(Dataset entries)

════════════════════

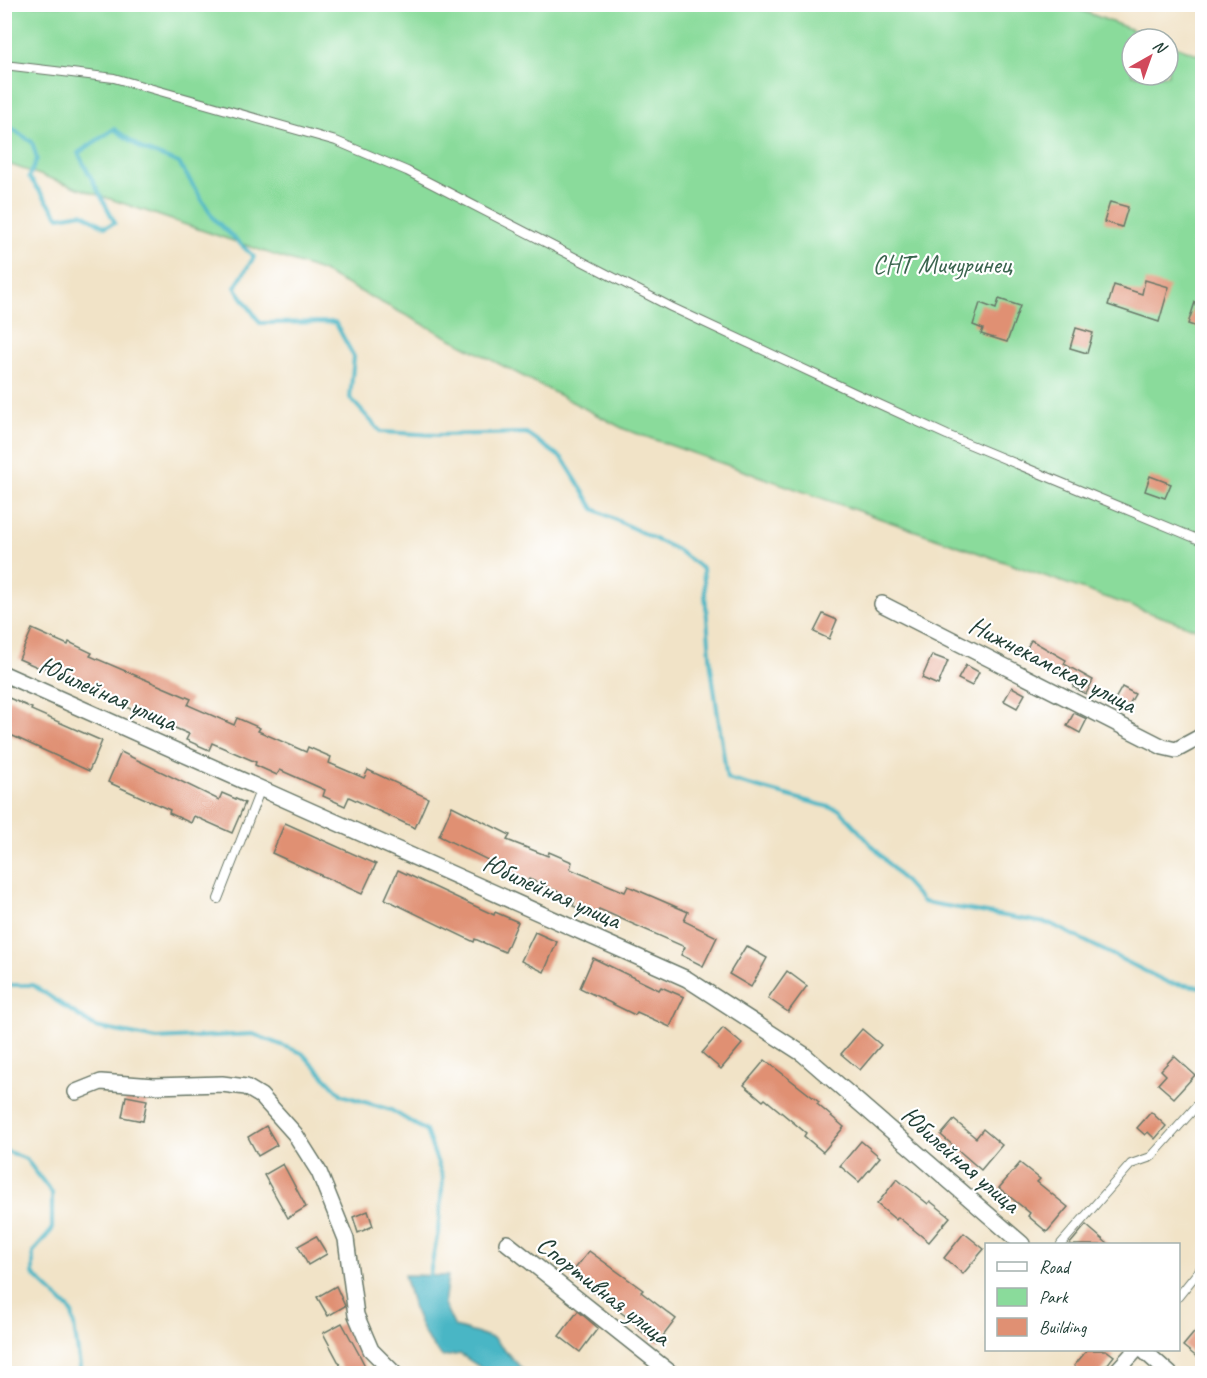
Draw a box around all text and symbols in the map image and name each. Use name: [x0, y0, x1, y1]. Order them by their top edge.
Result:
north arrow: [1120, 27, 1180, 87]
text: N: [1149, 35, 1172, 59]
park label: СНТ Мичуринец: [872, 248, 1013, 281]
street label: Нижнекамская улица: [964, 608, 1143, 721]
street label: Юбилейная улица: [34, 648, 183, 739]
street label: Юбилейная улица: [478, 846, 627, 937]
street label: Юбилейная улица: [894, 1099, 1028, 1221]
street label: Спортивная улица: [530, 1228, 679, 1354]
legend: [985, 1243, 1180, 1351]
text: Road: [1039, 1256, 1072, 1278]
text: Park: [1039, 1286, 1069, 1308]
text: Building: [1039, 1316, 1088, 1338]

════════════════════

== TASK DIRECTIONS ==
Repeat all of the entries above exactly. Keep pictures out of it.

== RESULT OF THE EXERCISE ==
Draw a box around all text and symbols in the map image and name each. Use name: [x0, y0, x1, y1]. Order them by their top edge.
Result:
north arrow: [1120, 27, 1180, 87]
text: N: [1149, 35, 1172, 59]
park label: СНТ Мичуринец: [872, 248, 1013, 281]
street label: Нижнекамская улица: [964, 608, 1143, 721]
street label: Юбилейная улица: [34, 648, 183, 739]
street label: Юбилейная улица: [478, 846, 627, 937]
street label: Юбилейная улица: [894, 1099, 1028, 1221]
street label: Спортивная улица: [530, 1228, 679, 1354]
legend: [985, 1243, 1180, 1351]
text: Road: [1039, 1256, 1072, 1278]
text: Park: [1039, 1286, 1069, 1308]
text: Building: [1039, 1316, 1088, 1338]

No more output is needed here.